To: John F. Dowd who wrote (32771)11/7/1999 9:54:00 PM
From: Bob Drzyzgula  Respond to of 74651
 
You and the judge are a little late in your pronouncement of MSFT's hegemony

I've been bemoaning Microsoft's hegemony since before Windows 95. Just not here, sorry. I have no idea when the Judge first made such a conclusion. Keep in mind also, that Microsoft wasn't always a monopoly.

Sun/Unix is the industrial-strength answer, just not to every question.

Many IT professionals look forward to the introduction of W2K because there is always hope that it will be less horrible than NT 4.0. One needs to consider the preferences of IT managers and IT professionals separately.

I did not attempt to identify the reasons why the applications showed up on Windows and not on Unix. I only observe that they did. What I was pointing out was Microsoft's undoubtedly illegal efforts to keep them there, and only there.

I did see that post. I know very little about Judge Jackson personally. I say: Politics are politics. You can probably find such statements regarding almost any person you choose in high-level public service.

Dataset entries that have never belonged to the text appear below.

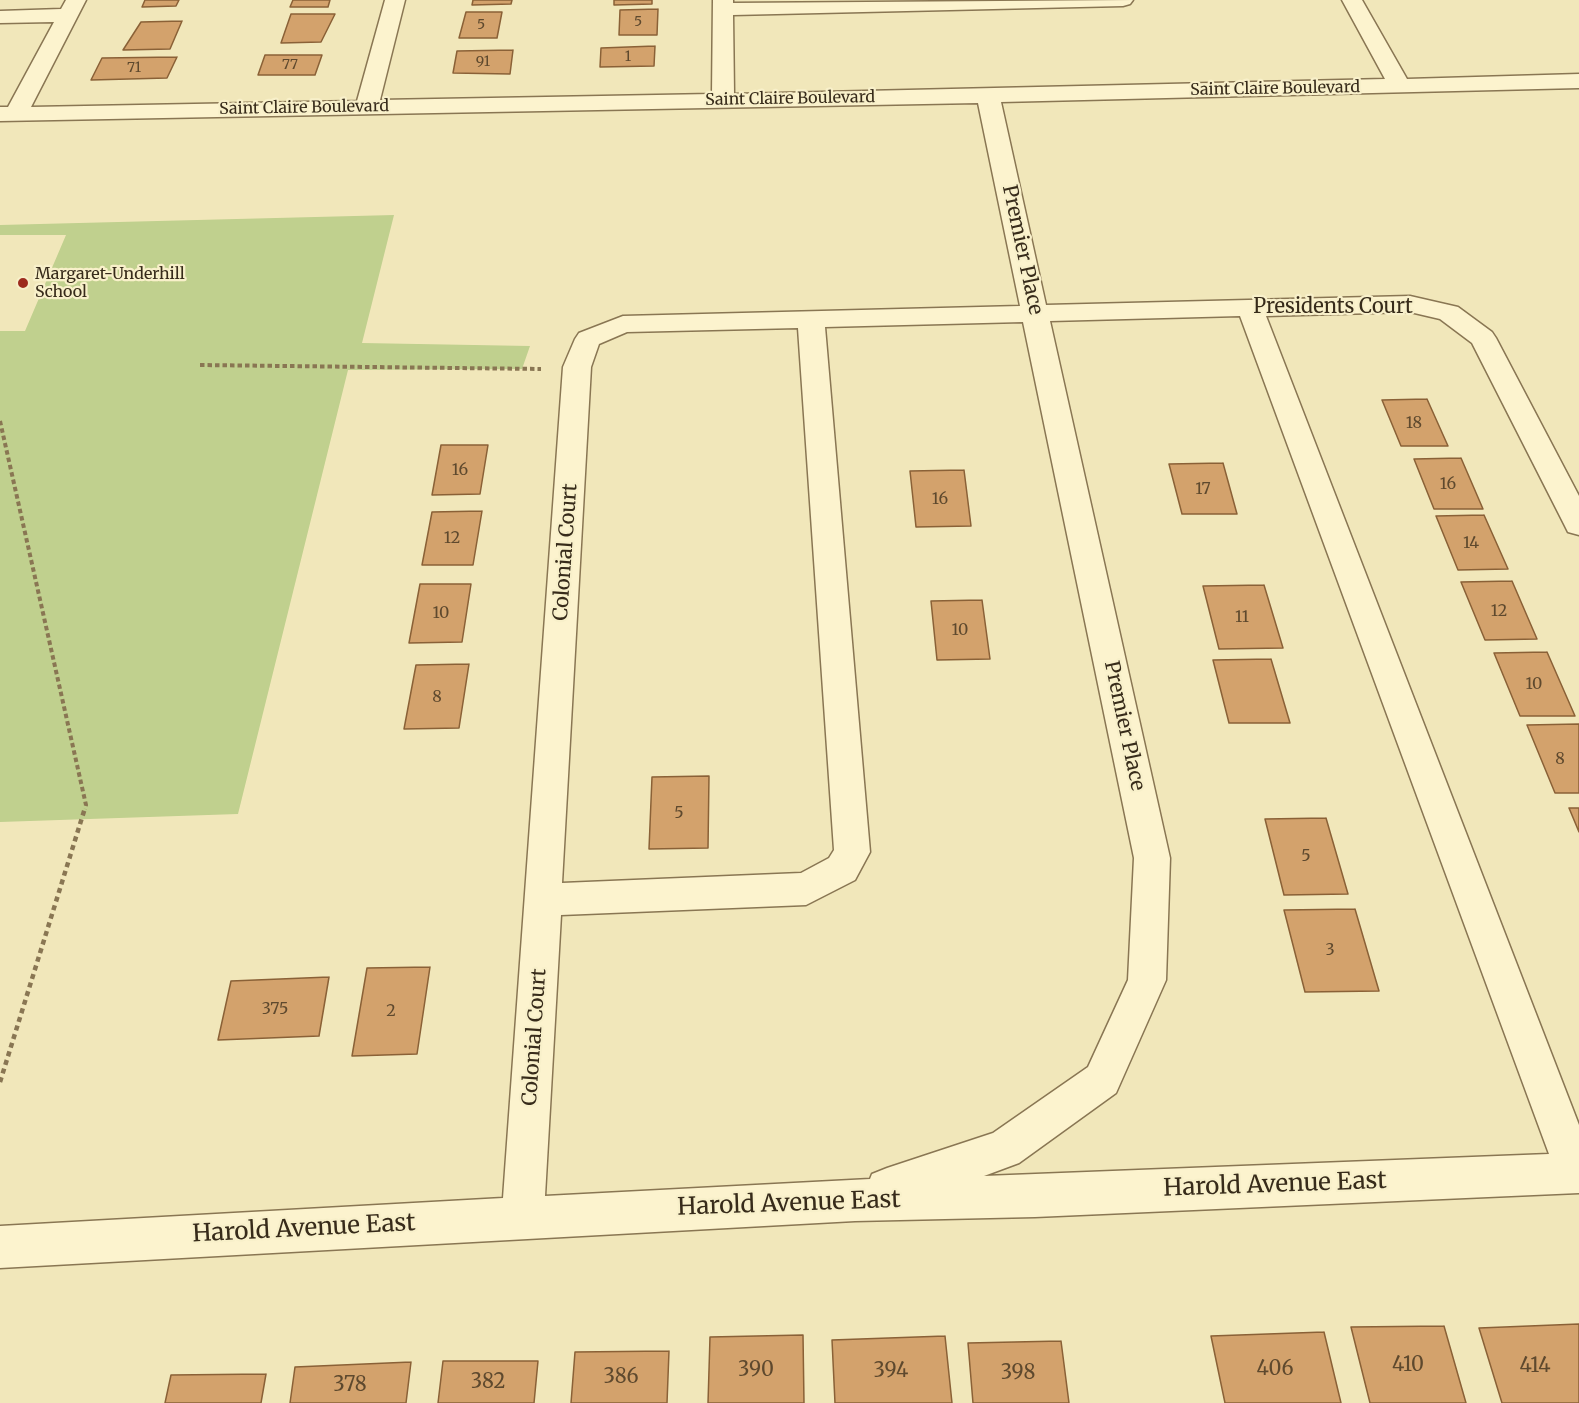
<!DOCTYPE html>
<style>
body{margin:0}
canvas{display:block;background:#f1e7ba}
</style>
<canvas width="1579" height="1403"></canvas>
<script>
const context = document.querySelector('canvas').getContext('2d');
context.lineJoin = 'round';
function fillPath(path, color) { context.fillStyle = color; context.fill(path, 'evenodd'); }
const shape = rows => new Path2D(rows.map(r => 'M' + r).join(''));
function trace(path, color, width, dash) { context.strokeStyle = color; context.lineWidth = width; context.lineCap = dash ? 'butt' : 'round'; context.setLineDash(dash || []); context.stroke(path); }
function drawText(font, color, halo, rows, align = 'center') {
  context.font = font + ' Merriweather,serif'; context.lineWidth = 4.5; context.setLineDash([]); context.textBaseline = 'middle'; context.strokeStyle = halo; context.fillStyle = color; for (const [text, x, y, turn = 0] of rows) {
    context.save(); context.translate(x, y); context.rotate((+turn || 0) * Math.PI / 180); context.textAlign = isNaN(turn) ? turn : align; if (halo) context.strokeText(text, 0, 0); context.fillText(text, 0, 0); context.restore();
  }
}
fillPath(shape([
 [394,215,362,343,530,346,522,369,348,370,238,814,0,822,0,331,25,331,66,235,0,235,0,225]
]), '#c0d08e');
const building = shape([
 [145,0,179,0,176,6,142,7,145,0],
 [293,0,330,0,328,7,290,7,293,0],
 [473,0,512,0,511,4,472,5,473,0],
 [614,0,652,0,652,4,614,5,614,0],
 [658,9,657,35,619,35,620,10,658,9],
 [466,12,502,12,497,38,459,38,466,12],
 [291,14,335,14,321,42,281,43,291,14],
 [182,21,170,49,123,50,141,22,182,21],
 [655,46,654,66,600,67,601,48,655,46],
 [513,50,510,74,453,73,457,51,513,50],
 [265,55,322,55,315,75,258,75,265,55],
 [177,57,167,78,91,80,102,58,177,57],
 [1427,399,1448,446,1401,446,1382,400,1427,399],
 [441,445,488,445,480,494,432,495,441,445],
 [1461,458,1483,509,1434,509,1414,459,1461,458],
 [1223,463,1237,514,1182,514,1169,464,1223,463],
 [964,470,971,526,916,527,910,471,964,470],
 [482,511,473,565,422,565,432,512,482,511],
 [1484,515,1508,569,1458,570,1436,516,1484,515],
 [1512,581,1537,639,1485,640,1461,582,1512,581],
 [420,584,471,584,462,642,409,643,420,584],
 [1264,585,1283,648,1219,649,1203,586,1264,585],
 [982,600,990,659,937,660,931,601,982,600],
 [1547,652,1575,716,1520,716,1494,653,1547,652],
 [1271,659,1290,723,1229,723,1213,660,1271,659],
 [469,664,459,728,404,729,416,665,469,664],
 [1579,724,1579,793,1555,793,1527,725,1579,724],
 [709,776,708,848,649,849,652,777,709,776],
 [1569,808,1579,808,1579,832,1569,808],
 [1326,818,1348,894,1284,895,1265,819,1326,818],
 [1355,909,1379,991,1305,992,1284,910,1355,909],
 [430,967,417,1054,352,1056,367,968,430,967],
 [329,977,319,1036,218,1040,231,981,329,977],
 [1579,1324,1579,1403,1502,1403,1479,1328,1579,1324],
 [1444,1326,1466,1403,1370,1403,1351,1327,1444,1326],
 [1324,1332,1341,1403,1225,1403,1211,1336,1324,1332],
 [803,1335,804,1403,708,1403,710,1337,803,1335],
 [945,1336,952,1403,835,1403,832,1340,945,1336],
 [1061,1341,1069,1403,973,1403,968,1343,1061,1341],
 [669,1351,667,1403,571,1403,575,1352,669,1351],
 [443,1361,538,1361,534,1403,438,1403,443,1361],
 [411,1362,406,1403,290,1403,295,1367,411,1362],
 [266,1374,261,1403,165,1403,171,1375,266,1374]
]);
fillPath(building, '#d3a26c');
trace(building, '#8a6137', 1.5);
const minor = shape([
 [66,0,86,0,31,107,357,101,385,0,405,0,380,100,712,94,713,0,733,0,733,3,1133,0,1130,4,1123,6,733,15,734,94,1385,79,1342,0,1362,0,1407,79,1579,74,1579,88,1001,102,1046,305,1410,296,1458,307,1492,332,1496,338,1579,496,1579,535,1568,532,1564,524,1472,343,1440,319,1410,312,1266,316,1579,1125,1579,1193,1035,1217,855,1221,0,1268,0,1226,503,1198,563,367,575,339,579,333,623,316,1020,306,978,103,0,121,0,107,8,107,54,22,0,23,0,11,61,9,66,0],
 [1240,316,1549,1154,984,1176,1019,1163,1116,1093,1166,980,1170,858,1050,321,1240,316],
 [1023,322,1134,858,1128,980,1088,1067,993,1133,887,1168,872,1174,870,1179,545,1196,561,915,806,905,855,880,870,852,825,327,1023,322],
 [798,328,834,850,829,858,801,873,562,883,591,367,599,344,627,332,798,328]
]);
trace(minor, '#897653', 3);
trace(shape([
 [200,365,541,369],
 [0,421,86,805,85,809]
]), '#897653', 4, [4.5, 3]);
trace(shape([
 [0,1082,85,808]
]), '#897653', 4.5, [5, 4]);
fillPath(minor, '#fcf3ce');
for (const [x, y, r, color] of [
 [23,283,6,"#9d2c1e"]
]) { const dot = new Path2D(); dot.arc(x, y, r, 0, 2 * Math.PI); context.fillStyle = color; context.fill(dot); trace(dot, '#f8f0ca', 2); }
drawText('14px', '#5e492e', null, [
 ["5",638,22],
 ["5",481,25],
 ["1",628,57],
 ["91",483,62],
 ["77",290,65],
 ["71",134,68]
]);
drawText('16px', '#372b1a', '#f8f0ca', [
 ["Saint Claire Boulevard",1275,89,-1],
 ["Saint Claire Boulevard",790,99,-1],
 ["Saint Claire Boulevard",304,108,-1]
]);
drawText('16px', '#372b1a', '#f8f0ca', [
 ["Margaret-Underhill",35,274],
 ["School",35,292]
], 'left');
drawText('16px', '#5e492e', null, [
 ["18",1414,423],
 ["16",460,470],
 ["16",1448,484],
 ["17",1203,489],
 ["16",940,499],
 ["12",452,538],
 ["14",1471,543],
 ["12",1499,611],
 ["10",441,613],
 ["11",1242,617],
 ["10",960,630],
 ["10",1534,684],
 ["8",437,697],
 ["8",1560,759],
 ["5",679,813],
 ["5",1306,856],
 ["3",1330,950],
 ["375",275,1009],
 ["2",391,1011]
]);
drawText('20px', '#372b1a', '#f8f0ca', [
 ["Premier Place",1022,250,78],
 ["Presidents Court",1333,307],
 ["Colonial Court",566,552,-86],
 ["Premier Place",1124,726,78],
 ["Colonial Court",535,1037,-86]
]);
drawText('20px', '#5e492e', null, [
 ["410",1408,1365],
 ["414",1535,1366],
 ["406",1275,1369],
 ["390",756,1370],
 ["394",891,1371],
 ["398",1018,1373],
 ["386",621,1377],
 ["382",488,1382],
 ["378",350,1385]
]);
drawText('24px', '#372b1a', '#f8f0ca', [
 ["Harold Avenue East",1275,1185,-2],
 ["Harold Avenue East",789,1204,-2],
 ["Harold Avenue East",304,1229,-3]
]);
</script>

Yes, a poor workman will blame his tools. I assume from this that you suggest that I am a poor workman? Perhaps, but I'm not blaming NT for anything but being a pain in the behind that just makes my job that much more difficult. I didn't say I can't do my job because of Windows, or even that the job that I do is shoddy because of Windows. Given only a pocket knife, a crayon and a yardstick, a fine craftsman could probably still build an elegant oak chair. But expecting him to do it at the same cost and in the same amount of time as it would take if he had a shop full of the finest tools available, and in particular to not cuss up a blue streak the whole time he works on it, is a bit much.